-- Opening Marker --

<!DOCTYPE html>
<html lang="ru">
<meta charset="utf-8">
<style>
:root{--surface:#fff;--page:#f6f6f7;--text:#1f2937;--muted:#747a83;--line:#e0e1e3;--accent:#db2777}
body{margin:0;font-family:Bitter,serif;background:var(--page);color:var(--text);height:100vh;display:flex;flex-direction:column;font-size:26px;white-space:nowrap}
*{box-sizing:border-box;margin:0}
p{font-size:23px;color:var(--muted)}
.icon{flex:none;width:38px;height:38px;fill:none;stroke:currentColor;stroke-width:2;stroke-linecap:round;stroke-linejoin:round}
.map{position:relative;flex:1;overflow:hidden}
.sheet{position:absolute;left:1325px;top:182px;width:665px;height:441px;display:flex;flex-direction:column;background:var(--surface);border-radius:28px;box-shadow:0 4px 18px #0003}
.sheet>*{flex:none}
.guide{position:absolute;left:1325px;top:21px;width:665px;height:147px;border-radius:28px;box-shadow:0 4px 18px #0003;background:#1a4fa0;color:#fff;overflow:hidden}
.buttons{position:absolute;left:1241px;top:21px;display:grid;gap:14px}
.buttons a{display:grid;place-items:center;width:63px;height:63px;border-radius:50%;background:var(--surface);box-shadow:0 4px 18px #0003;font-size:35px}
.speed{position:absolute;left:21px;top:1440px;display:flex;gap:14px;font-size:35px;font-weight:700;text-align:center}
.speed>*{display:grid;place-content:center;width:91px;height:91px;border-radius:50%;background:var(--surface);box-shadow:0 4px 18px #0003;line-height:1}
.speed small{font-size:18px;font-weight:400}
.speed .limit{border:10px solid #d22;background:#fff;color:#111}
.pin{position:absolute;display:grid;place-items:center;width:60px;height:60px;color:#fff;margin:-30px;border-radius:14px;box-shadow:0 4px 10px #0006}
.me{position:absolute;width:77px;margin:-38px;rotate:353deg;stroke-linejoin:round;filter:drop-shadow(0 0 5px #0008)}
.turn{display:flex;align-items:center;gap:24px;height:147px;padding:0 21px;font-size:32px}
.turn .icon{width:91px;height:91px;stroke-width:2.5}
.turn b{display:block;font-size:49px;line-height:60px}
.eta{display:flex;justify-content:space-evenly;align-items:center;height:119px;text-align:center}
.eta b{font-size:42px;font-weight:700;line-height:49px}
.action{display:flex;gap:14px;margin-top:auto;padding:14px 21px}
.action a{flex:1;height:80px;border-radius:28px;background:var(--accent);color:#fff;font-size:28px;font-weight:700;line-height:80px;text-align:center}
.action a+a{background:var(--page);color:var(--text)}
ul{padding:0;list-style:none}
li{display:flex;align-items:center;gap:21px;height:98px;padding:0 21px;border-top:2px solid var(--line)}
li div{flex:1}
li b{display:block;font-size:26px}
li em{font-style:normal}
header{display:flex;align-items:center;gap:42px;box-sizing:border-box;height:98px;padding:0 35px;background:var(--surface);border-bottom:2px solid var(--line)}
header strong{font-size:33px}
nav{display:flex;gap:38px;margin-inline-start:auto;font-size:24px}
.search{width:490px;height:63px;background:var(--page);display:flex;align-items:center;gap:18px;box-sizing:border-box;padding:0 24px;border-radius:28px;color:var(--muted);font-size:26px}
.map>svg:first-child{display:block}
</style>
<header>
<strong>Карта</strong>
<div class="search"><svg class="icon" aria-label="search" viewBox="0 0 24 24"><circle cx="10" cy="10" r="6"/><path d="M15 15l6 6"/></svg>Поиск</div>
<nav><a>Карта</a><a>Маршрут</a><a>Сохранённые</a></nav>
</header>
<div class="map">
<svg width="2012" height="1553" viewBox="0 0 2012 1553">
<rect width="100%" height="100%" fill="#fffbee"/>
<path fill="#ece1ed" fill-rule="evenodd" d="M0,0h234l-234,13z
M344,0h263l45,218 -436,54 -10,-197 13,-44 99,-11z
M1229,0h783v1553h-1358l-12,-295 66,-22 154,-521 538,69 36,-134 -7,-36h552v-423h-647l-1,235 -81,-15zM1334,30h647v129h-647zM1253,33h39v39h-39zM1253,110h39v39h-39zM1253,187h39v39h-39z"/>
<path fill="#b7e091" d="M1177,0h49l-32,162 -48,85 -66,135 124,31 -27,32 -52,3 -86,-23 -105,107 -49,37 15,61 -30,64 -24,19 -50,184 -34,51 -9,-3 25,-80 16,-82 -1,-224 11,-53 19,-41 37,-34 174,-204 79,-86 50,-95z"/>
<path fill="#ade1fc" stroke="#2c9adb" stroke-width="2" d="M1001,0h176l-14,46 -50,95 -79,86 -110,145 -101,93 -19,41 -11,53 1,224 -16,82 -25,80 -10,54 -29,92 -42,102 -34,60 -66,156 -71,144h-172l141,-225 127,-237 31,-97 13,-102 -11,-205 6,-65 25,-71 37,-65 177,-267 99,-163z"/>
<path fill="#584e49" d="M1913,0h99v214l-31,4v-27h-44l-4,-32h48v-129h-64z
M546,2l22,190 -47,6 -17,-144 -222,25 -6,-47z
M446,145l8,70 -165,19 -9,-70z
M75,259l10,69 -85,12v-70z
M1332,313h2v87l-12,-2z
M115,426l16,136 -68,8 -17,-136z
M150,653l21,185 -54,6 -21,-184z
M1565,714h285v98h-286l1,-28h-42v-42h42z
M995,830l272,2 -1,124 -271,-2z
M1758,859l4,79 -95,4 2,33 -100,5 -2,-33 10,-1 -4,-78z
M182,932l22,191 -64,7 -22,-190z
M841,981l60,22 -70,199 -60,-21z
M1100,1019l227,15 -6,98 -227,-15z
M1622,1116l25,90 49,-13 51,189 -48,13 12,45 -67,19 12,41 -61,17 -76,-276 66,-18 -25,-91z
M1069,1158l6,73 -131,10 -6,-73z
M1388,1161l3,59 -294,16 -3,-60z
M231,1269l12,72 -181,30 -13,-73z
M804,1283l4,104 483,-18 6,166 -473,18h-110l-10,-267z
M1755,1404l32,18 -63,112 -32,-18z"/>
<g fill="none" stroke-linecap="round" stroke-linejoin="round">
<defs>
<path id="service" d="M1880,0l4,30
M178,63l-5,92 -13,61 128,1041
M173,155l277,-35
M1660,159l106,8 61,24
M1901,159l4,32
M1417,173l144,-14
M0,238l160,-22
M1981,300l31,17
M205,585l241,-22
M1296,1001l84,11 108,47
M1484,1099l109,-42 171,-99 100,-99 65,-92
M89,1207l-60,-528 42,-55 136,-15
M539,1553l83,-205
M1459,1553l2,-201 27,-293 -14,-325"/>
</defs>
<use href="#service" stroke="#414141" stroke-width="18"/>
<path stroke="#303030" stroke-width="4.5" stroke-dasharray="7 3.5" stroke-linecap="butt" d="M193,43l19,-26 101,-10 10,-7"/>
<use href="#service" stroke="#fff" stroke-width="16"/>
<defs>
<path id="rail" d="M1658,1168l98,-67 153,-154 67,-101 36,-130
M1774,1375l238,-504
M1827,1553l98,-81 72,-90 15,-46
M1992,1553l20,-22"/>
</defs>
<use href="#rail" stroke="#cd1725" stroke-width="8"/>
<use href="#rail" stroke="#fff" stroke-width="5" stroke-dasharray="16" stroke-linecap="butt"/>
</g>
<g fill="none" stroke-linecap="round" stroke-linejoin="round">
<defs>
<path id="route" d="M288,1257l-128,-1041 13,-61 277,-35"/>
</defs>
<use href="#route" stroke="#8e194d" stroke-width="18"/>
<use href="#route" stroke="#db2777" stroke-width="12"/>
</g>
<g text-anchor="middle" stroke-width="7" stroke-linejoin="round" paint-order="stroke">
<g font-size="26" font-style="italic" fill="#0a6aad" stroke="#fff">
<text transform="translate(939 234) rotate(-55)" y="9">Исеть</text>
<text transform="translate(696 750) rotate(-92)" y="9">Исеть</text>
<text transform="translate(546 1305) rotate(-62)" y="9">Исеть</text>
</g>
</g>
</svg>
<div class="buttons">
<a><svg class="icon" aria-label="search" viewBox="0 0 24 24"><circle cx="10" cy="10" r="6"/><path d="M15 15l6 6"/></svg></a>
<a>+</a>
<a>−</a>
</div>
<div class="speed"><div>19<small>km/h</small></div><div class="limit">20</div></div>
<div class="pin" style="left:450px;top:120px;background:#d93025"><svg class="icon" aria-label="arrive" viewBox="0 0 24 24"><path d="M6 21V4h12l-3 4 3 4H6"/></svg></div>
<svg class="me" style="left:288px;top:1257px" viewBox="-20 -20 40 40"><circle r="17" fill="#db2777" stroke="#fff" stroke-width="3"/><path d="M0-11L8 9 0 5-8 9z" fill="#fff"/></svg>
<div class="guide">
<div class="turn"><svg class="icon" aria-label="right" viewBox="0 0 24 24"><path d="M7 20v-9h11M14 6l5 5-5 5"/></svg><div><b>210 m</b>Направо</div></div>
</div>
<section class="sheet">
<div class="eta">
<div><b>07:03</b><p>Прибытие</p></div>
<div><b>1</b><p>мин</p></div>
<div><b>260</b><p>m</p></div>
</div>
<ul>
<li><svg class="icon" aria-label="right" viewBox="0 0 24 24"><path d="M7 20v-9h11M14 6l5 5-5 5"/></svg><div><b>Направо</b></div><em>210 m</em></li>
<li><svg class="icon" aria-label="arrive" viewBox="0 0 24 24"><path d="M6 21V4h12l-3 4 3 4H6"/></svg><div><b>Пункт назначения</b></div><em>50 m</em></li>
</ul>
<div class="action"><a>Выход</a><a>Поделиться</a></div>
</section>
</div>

-- Closing Marker --

**Task item**
From the records above, copy each line in which the string "hidden" occurs.

**Task response**
.map{position:relative;flex:1;overflow:hidden}
.guide{position:absolute;left:1325px;top:21px;width:665px;height:147px;border-radius:28px;box-shadow:0 4px 18px #0003;background:#1a4fa0;color:#fff;overflow:hidden}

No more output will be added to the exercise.